REQUIRED ACTION
When a picture appears in the listing, leave it out and copy the rest exactly as it stands.

INFORMATION SUPPLIED
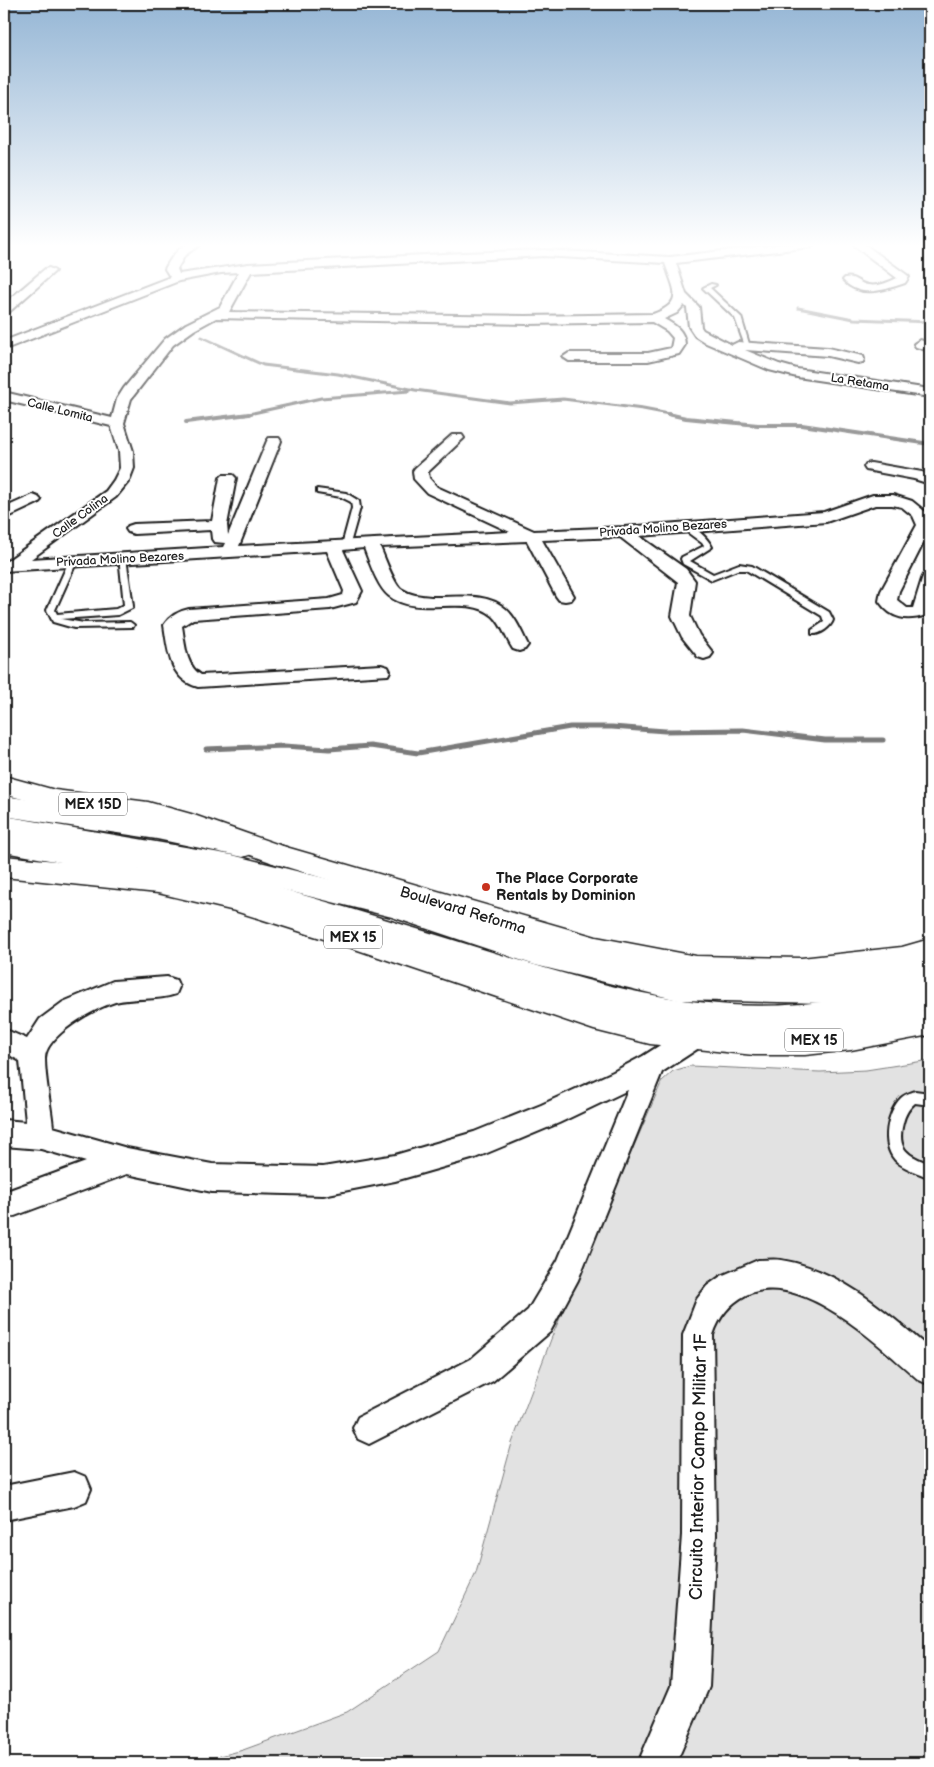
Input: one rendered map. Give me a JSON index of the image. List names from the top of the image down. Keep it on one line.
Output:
{"streets":{"main road":["MEX 15D","Boulevard Reforma","MEX 15"],"street":["La Retama","Calle Lomita","Calle Colina","Privada Molino Bezares","Circuito Interior Campo Militar 1F"]},"crossings":[["Calle Lomita","Calle Colina"],["Calle Colina","Privada Molino Bezares"]],"places":["The Place Corporate Rentals by Dominion"]}
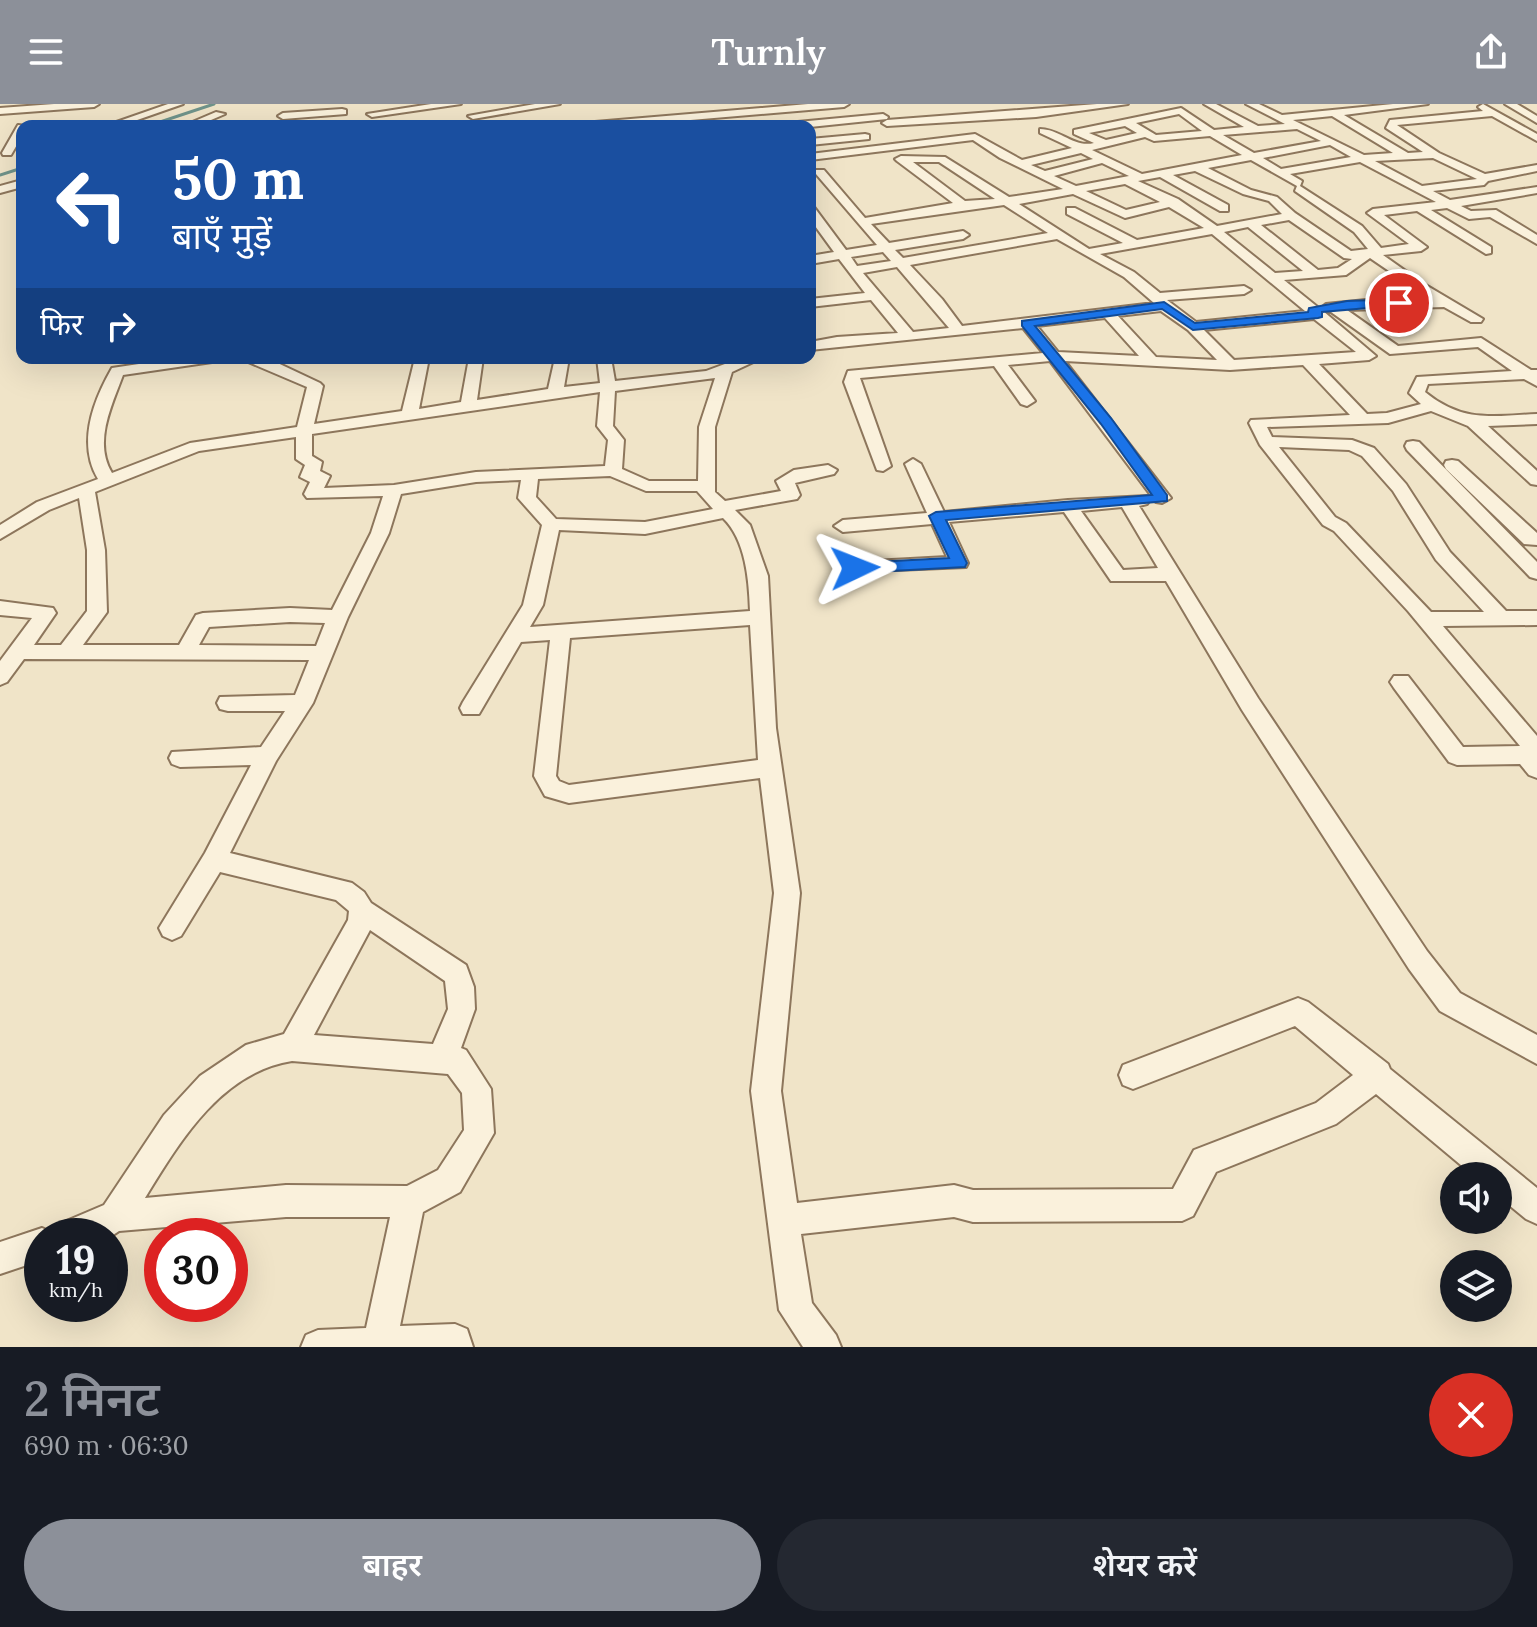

ANSWER FOR THIS EXERCISE
Input: one rendered map. Give me a JSON index of the image. List names from the top of the image down. Keep it on one line.
Output:
{"streets":{"main road":["MEX 15D","Boulevard Reforma","MEX 15"],"street":["La Retama","Calle Lomita","Calle Colina","Privada Molino Bezares","Circuito Interior Campo Militar 1F"]},"crossings":[["Calle Lomita","Calle Colina"],["Calle Colina","Privada Molino Bezares"]],"places":["The Place Corporate Rentals by Dominion"]}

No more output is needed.